■ **DATA**
=====
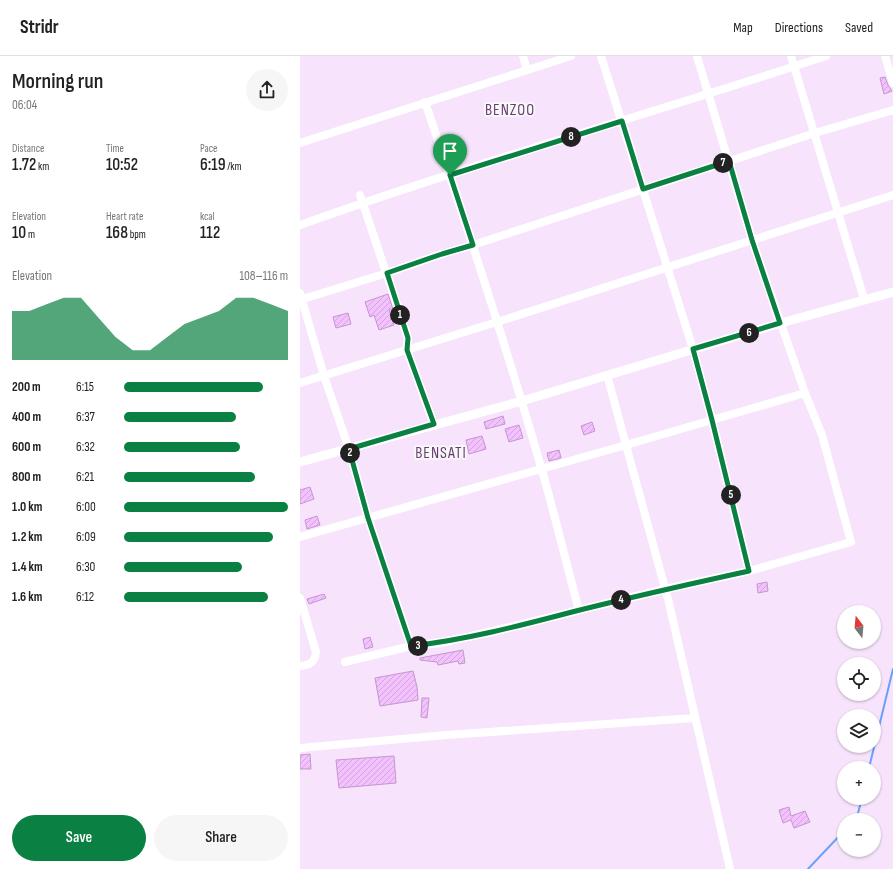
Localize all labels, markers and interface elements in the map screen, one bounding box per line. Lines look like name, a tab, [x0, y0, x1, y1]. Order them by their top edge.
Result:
text: Stridr	[20, 16, 59, 39]
text: Map	[733, 19, 753, 36]
text: Directions	[775, 19, 823, 36]
text: Saved	[845, 19, 873, 36]
text: Morning run	[12, 68, 103, 95]
button: share	[246, 69, 288, 111]
text: 06:04	[12, 97, 37, 113]
district label: BENZOO	[485, 101, 535, 120]
pin: 8	[561, 127, 581, 147]
text: 8	[568, 130, 574, 143]
pin	[433, 134, 467, 175]
icon: arrive	[439, 140, 461, 162]
text: Distance	[12, 142, 44, 155]
text: Time	[106, 142, 124, 155]
text: Pace	[200, 142, 218, 155]
pin: 7	[713, 153, 733, 173]
text: 1.72	[12, 155, 36, 175]
text: 10:52	[106, 155, 138, 175]
text: 6:19	[200, 155, 226, 175]
text: 7	[721, 156, 725, 169]
text: km	[36, 160, 49, 173]
text: /km	[226, 160, 242, 173]
text: Elevation	[12, 210, 46, 223]
text: Heart rate	[106, 210, 144, 223]
text: kcal	[200, 210, 215, 223]
text: 10	[12, 223, 26, 243]
text: 168	[106, 223, 128, 243]
text: 112	[200, 223, 220, 243]
text: m	[26, 228, 35, 241]
text: bpm	[128, 228, 146, 241]
text: Elevation	[12, 268, 52, 284]
text: 108–116 m	[240, 268, 288, 284]
pin: 1	[390, 305, 410, 325]
text: 1	[398, 308, 402, 321]
pin: 6	[739, 323, 759, 343]
text: 6	[746, 326, 752, 339]
text: 200 m	[12, 379, 41, 395]
text: 6:15	[76, 379, 94, 395]
text: 400 m	[12, 409, 41, 425]
text: 6:37	[76, 409, 95, 425]
text: 600 m	[12, 439, 41, 455]
text: 6:32	[76, 439, 95, 455]
pin: 2	[340, 443, 360, 463]
district label: BENSATI	[415, 444, 467, 463]
text: 2	[348, 446, 352, 459]
text: 800 m	[12, 469, 41, 485]
text: 6:21	[76, 469, 94, 485]
pin: 5	[721, 485, 741, 505]
text: 5	[729, 488, 733, 501]
text: 1.0 km	[12, 499, 42, 515]
text: 6:00	[76, 499, 96, 515]
text: 1.2 km	[12, 529, 42, 545]
text: 6:09	[76, 529, 96, 545]
text: 1.4 km	[12, 559, 43, 575]
text: 6:30	[76, 559, 95, 575]
text: 1.6 km	[12, 589, 42, 605]
text: 6:12	[76, 589, 94, 605]
pin: 4	[611, 590, 631, 610]
text: 4	[618, 593, 624, 606]
north arrow	[837, 605, 881, 649]
map controls	[837, 605, 881, 857]
pin: 3	[408, 636, 428, 656]
text: 3	[416, 639, 420, 652]
button: locate	[837, 657, 881, 701]
button: layers	[837, 709, 881, 753]
button: +	[837, 761, 881, 805]
button: −	[837, 813, 881, 857]
button: Save	[12, 815, 146, 861]
button: Share	[154, 815, 288, 861]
=====
■ **TASK**
In the listing above, how many lines include the string "Elevation"? Say only the number.

■ **PROBLEM SOLUTION**
2